## Exercise
Check every line below, and copy those that include "Caddesi".
### Listed entries ###
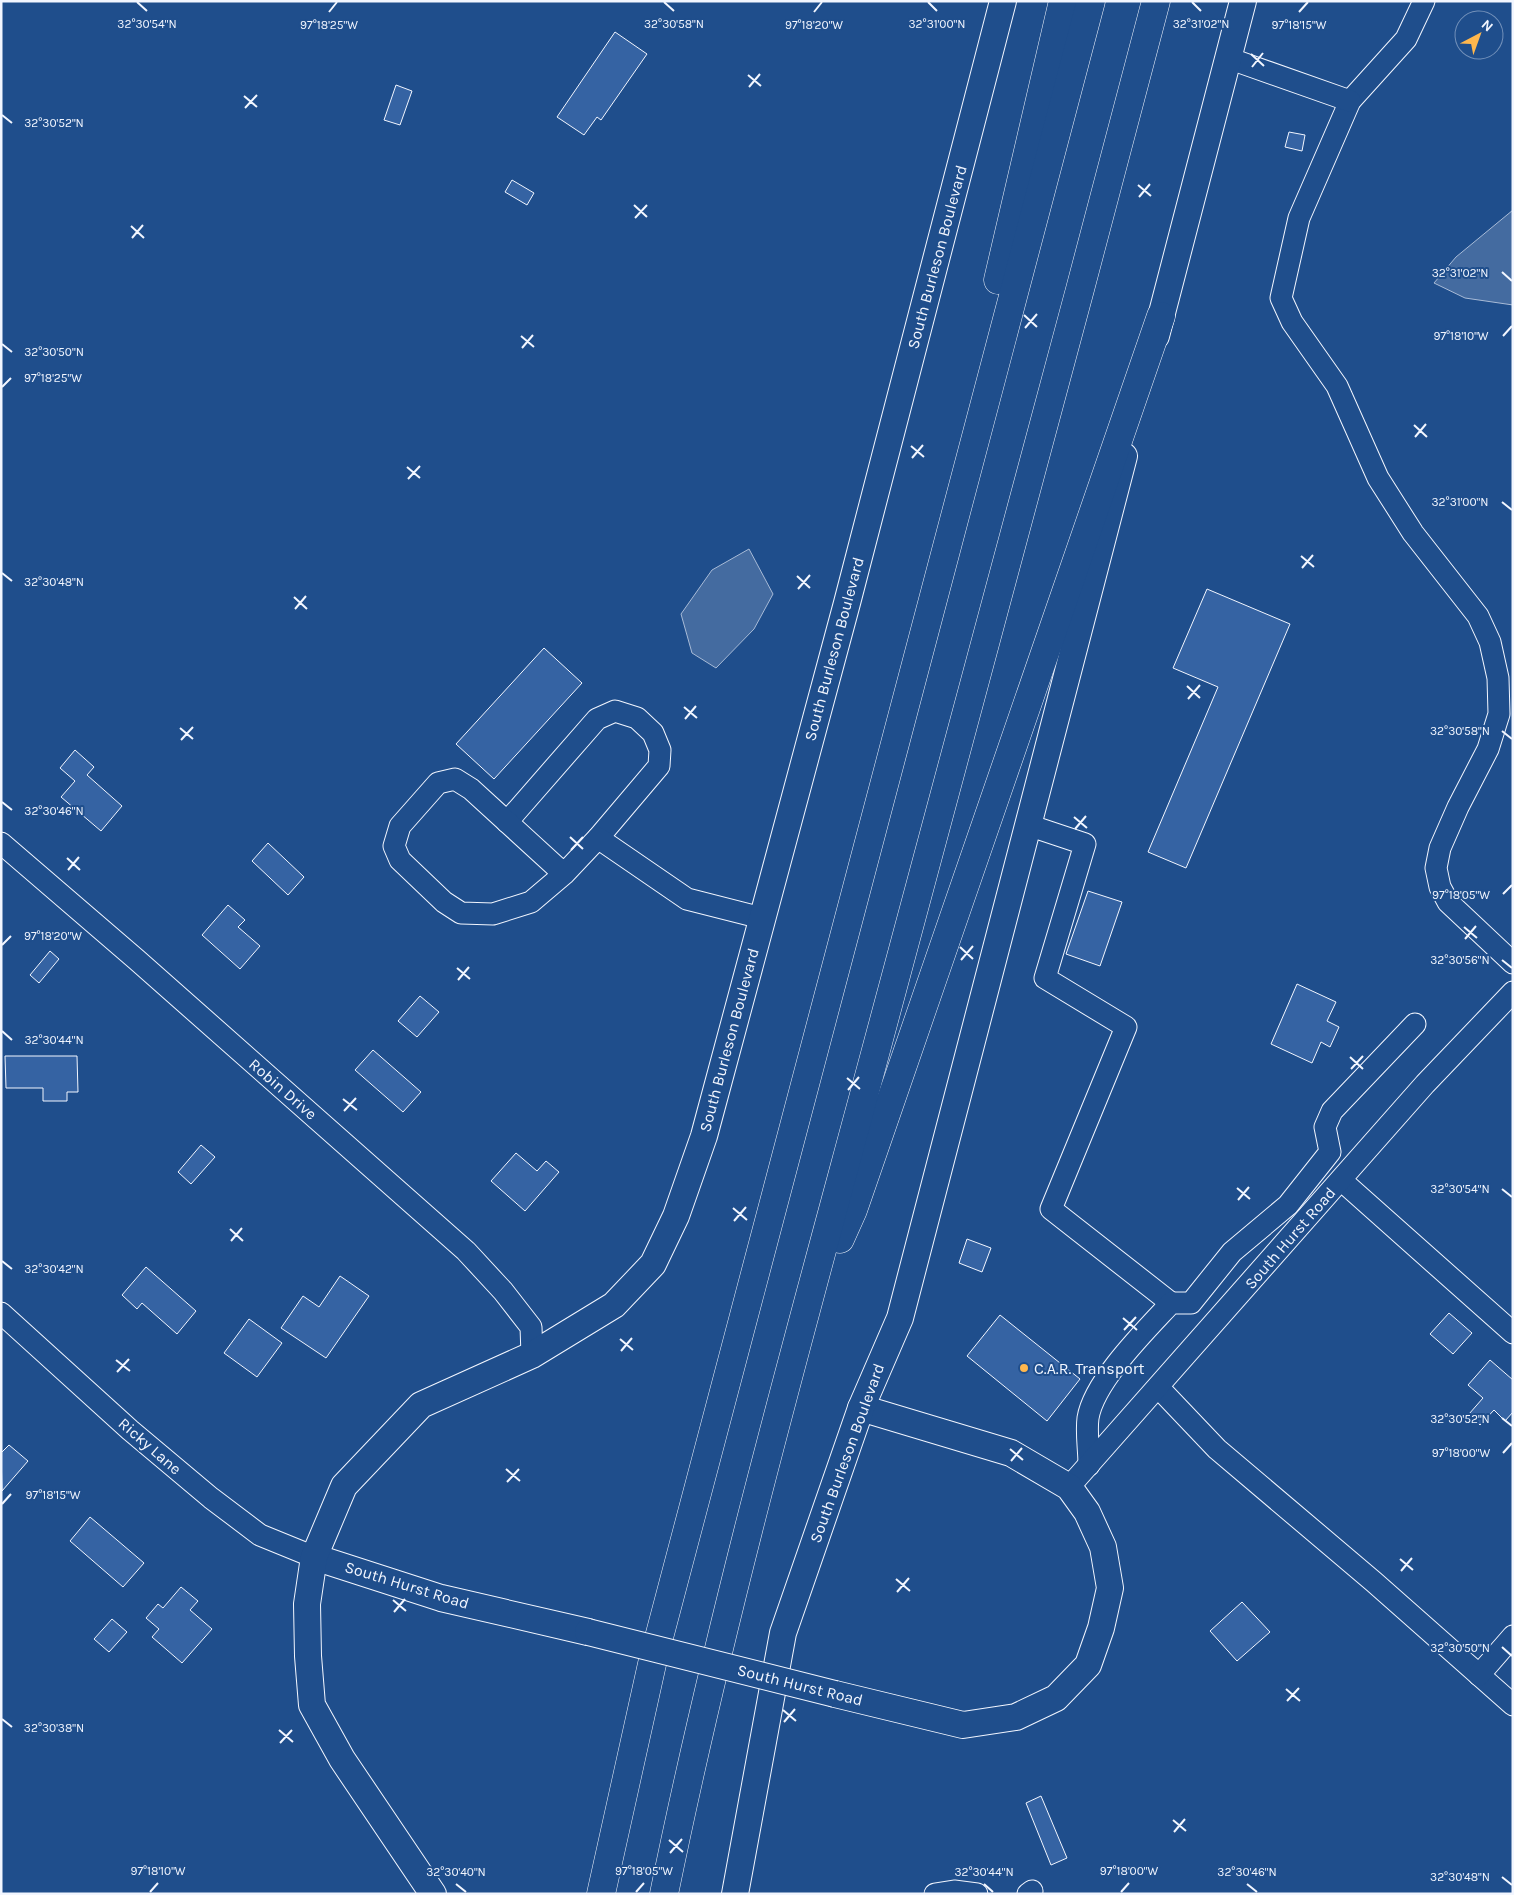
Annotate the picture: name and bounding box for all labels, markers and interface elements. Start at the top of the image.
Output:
north arrow [1454,10,1504,60]
text: N [1478,16,1497,35]
text: 32°30'54"N [117,17,177,31]
text: 32°30'58"N [644,17,704,31]
text: 32°31'00"N [909,17,965,31]
text: 32°31'02"N [1173,17,1229,31]
text: 97°18'25"W [300,18,358,32]
text: 97°18'20"W [785,18,843,32]
text: 97°18'15"W [1272,18,1327,32]
text: 32°30'52"N [24,116,84,130]
street label: South Burleson Boulevard [903,163,971,351]
text: 32°31'02"N [1432,266,1488,280]
text: 97°18'10"W [1433,329,1489,343]
text: 32°30'50"N [24,345,84,359]
text: 97°18'25"W [24,371,82,385]
text: 32°31'00"N [1432,495,1488,509]
street label: South Burleson Boulevard [800,555,868,743]
text: 32°30'48"N [24,575,84,589]
text: 32°30'58"N [1430,724,1490,738]
text: 32°30'46"N [24,804,84,818]
text: 97°18'05"W [1432,888,1490,902]
text: 97°18'20"W [24,929,82,943]
street label: South Burleson Boulevard [695,946,763,1134]
text: 32°30'56"N [1430,953,1490,967]
text: 32°30'44"N [24,1033,84,1047]
street label: Robin Drive [245,1054,321,1124]
text: 32°30'54"N [1430,1182,1490,1196]
street label: South Hurst Road [1241,1183,1339,1293]
text: 32°30'42"N [24,1262,84,1276]
place label: C.A.R. Transport [1034,1359,1145,1378]
street label: South Burleson Boulevard [806,1361,888,1545]
marker: C.A.R. Transport [1018,1362,1030,1374]
text: 32°30'52"N [1430,1412,1490,1426]
street label: Ricky Lane [115,1414,185,1478]
text: 97°18'00"W [1432,1446,1490,1460]
text: 97°18'15"W [26,1488,81,1502]
street label: South Hurst Road [343,1557,471,1613]
text: 32°30'50"N [1430,1641,1490,1655]
street label: South Hurst Road [735,1660,865,1710]
text: 32°30'38"N [24,1721,84,1735]
text: 97°18'10"W [130,1864,186,1878]
text: 97°18'05"W [615,1864,673,1878]
text: 97°18'00"W [1100,1864,1158,1878]
text: 32°30'40"N [426,1865,486,1879]
text: 32°30'44"N [954,1865,1014,1879]
text: 32°30'46"N [1217,1865,1277,1879]
text: 32°30'48"N [1430,1870,1490,1884]

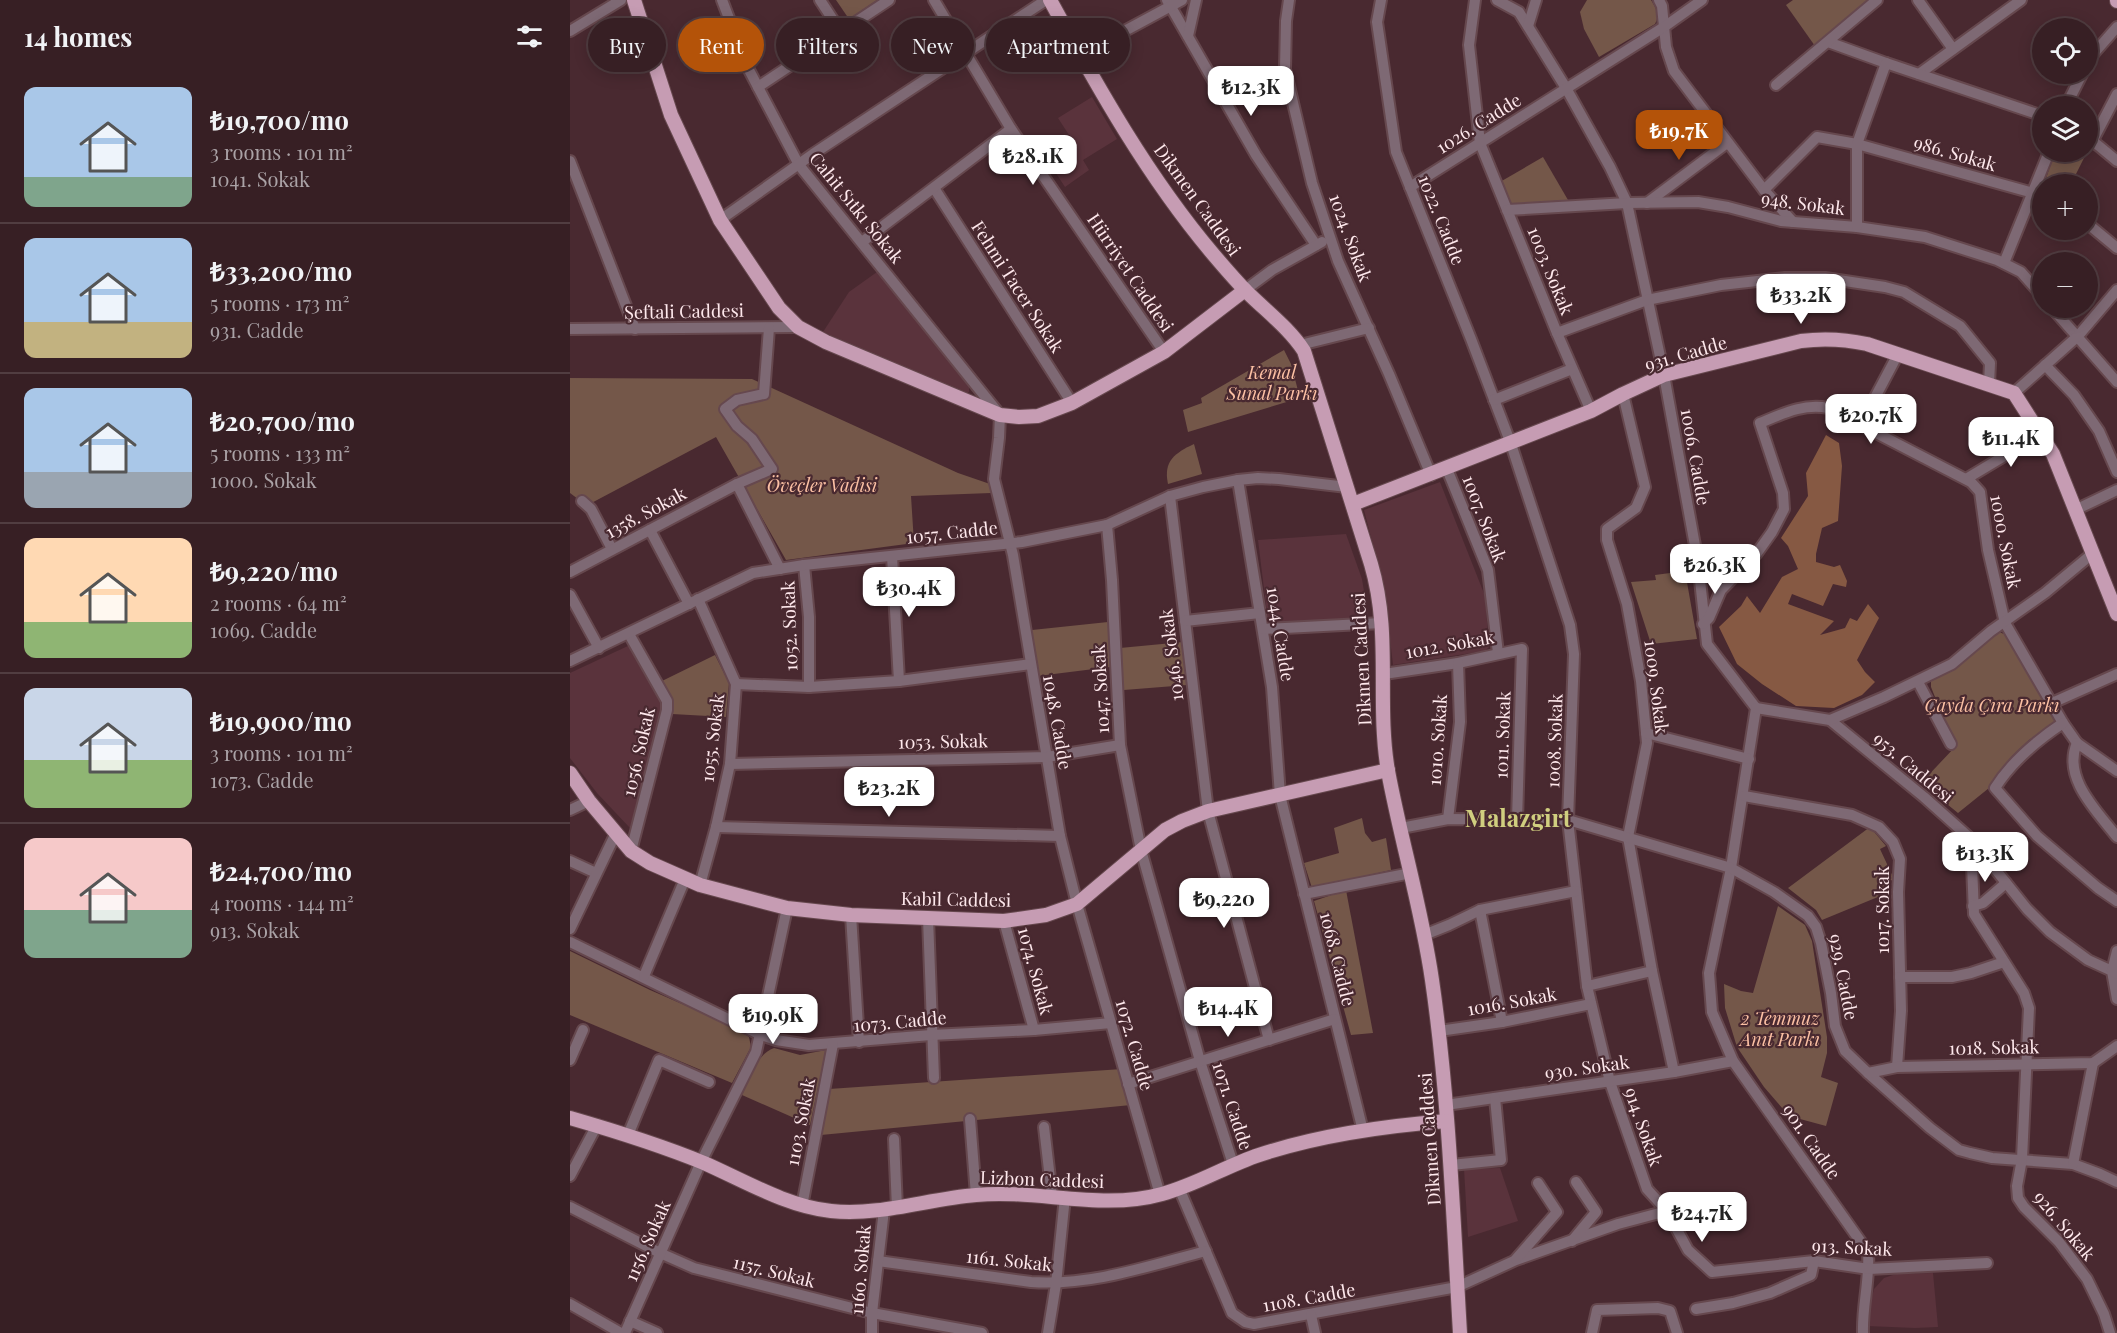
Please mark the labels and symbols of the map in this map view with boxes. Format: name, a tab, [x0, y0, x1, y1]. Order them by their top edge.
pin: ₺12.3K	[1202, 66, 1300, 117]
street label: 1026. Cadde	[1431, 88, 1525, 159]
pin: ₺19.7K	[1630, 110, 1728, 161]
street label: 986. Sokak	[1911, 130, 1999, 176]
pin: ₺28.1K	[984, 135, 1082, 186]
street label: Dikmen Caddesi	[1149, 138, 1247, 260]
street label: Cahit Sıtkı Sokak	[804, 147, 909, 268]
street label: 1022. Cadde	[1413, 171, 1471, 268]
street label: 948. Sokak	[1760, 186, 1847, 220]
street label: 1024. Sokak	[1324, 190, 1378, 285]
street label: Hürriyet Caddesi	[1082, 208, 1179, 337]
street label: Fehmi Tacer Sokak	[966, 216, 1070, 357]
street label: 1003. Sokak	[1522, 223, 1580, 319]
pin: ₺33.2K	[1752, 274, 1850, 325]
street label: Şeftali Caddesi	[624, 298, 744, 324]
street label: 931. Cadde	[1642, 330, 1730, 376]
park label: Kemal Sunal Parkı	[1225, 360, 1318, 405]
pin: ₺20.7K	[1822, 394, 1920, 445]
street label: 1006. Cadde	[1676, 407, 1716, 507]
pin: ₺11.4K	[1962, 417, 2060, 468]
street label: 1007. Sokak	[1457, 471, 1513, 566]
park label: Öveçler Vadisi	[767, 473, 878, 497]
street label: 1358. Sokak	[601, 481, 690, 543]
street label: 1000. Sokak	[1985, 492, 2027, 591]
street label: 1057. Cadde	[905, 515, 999, 549]
pin: ₺26.3K	[1666, 544, 1764, 595]
pin: ₺30.4K	[860, 567, 958, 618]
street label: 1052. Sokak	[775, 580, 803, 672]
street label: 1044. Cadde	[1262, 585, 1300, 683]
street label: Dikmen Caddesi	[1346, 592, 1376, 726]
street label: 1046. Sokak	[1153, 608, 1189, 703]
street label: 1012. Sokak	[1404, 624, 1496, 664]
street label: 1009. Sokak	[1639, 639, 1675, 735]
street label: 1047. Sokak	[1086, 644, 1114, 735]
street label: 1048. Cadde	[1038, 672, 1078, 771]
street label: 1011. Sokak	[1488, 691, 1516, 779]
street label: 1055. Sokak	[695, 692, 729, 784]
street label: 1010. Sokak	[1422, 693, 1452, 787]
street label: 1008. Sokak	[1540, 693, 1568, 789]
park label: Çayda Çıra Parkı	[1925, 693, 2059, 717]
street label: 1056. Sokak	[616, 705, 660, 799]
street label: 953. Caddesi	[1868, 726, 1959, 808]
street label: 1053. Sokak	[898, 728, 988, 754]
pin: ₺23.2K	[840, 767, 938, 818]
district label: Malazgirt	[1465, 801, 1572, 833]
pin: ₺13.3K	[1936, 832, 2034, 883]
street label: 1017. Sokak	[1870, 866, 1894, 954]
pin: ₺9,220	[1175, 878, 1273, 929]
street label: Kabil Caddesi	[901, 886, 1011, 912]
street label: 1068. Cadde	[1315, 909, 1361, 1008]
street label: 1074. Sokak	[1013, 924, 1059, 1017]
street label: 929. Cadde	[1824, 932, 1864, 1022]
street label: 1016. Sokak	[1465, 981, 1559, 1021]
pin: ₺14.4K	[1179, 987, 1277, 1038]
pin: ₺19.9K	[724, 994, 822, 1045]
street label: 1072. Cadde	[1111, 996, 1159, 1093]
street label: 1073. Cadde	[852, 1005, 947, 1037]
park label: 2 Temmuz Anıt Parkı	[1738, 1006, 1820, 1051]
street label: 1018. Sokak	[1949, 1034, 2040, 1060]
street label: 930. Sokak	[1543, 1049, 1631, 1085]
street label: 1071. Cadde	[1207, 1058, 1259, 1153]
street label: Dikmen Caddesi	[1412, 1072, 1446, 1206]
street label: 1103. Sokak	[780, 1076, 820, 1168]
street label: 914. Sokak	[1619, 1084, 1669, 1169]
street label: 901. Cadde	[1777, 1099, 1847, 1184]
street label: Lizbon Caddesi	[979, 1165, 1105, 1193]
street label: 926. Sokak	[2029, 1185, 2101, 1265]
pin: ₺24.7K	[1653, 1192, 1751, 1243]
street label: 1156. Sokak	[618, 1196, 676, 1285]
street label: 1160. Sokak	[844, 1224, 876, 1316]
street label: 913. Sokak	[1811, 1233, 1893, 1261]
street label: 1161. Sokak	[965, 1244, 1053, 1276]
street label: 1157. Sokak	[730, 1249, 818, 1293]
street label: 1108. Cadde	[1261, 1277, 1357, 1317]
###
## Answer area
street label: Dikmen Caddesi	[1149, 138, 1247, 260]
street label: Hürriyet Caddesi	[1082, 208, 1179, 337]
street label: Şeftali Caddesi	[624, 298, 744, 324]
street label: Dikmen Caddesi	[1346, 592, 1376, 726]
street label: 953. Caddesi	[1868, 726, 1959, 808]
street label: Kabil Caddesi	[901, 886, 1011, 912]
street label: Dikmen Caddesi	[1412, 1072, 1446, 1206]
street label: Lizbon Caddesi	[979, 1165, 1105, 1193]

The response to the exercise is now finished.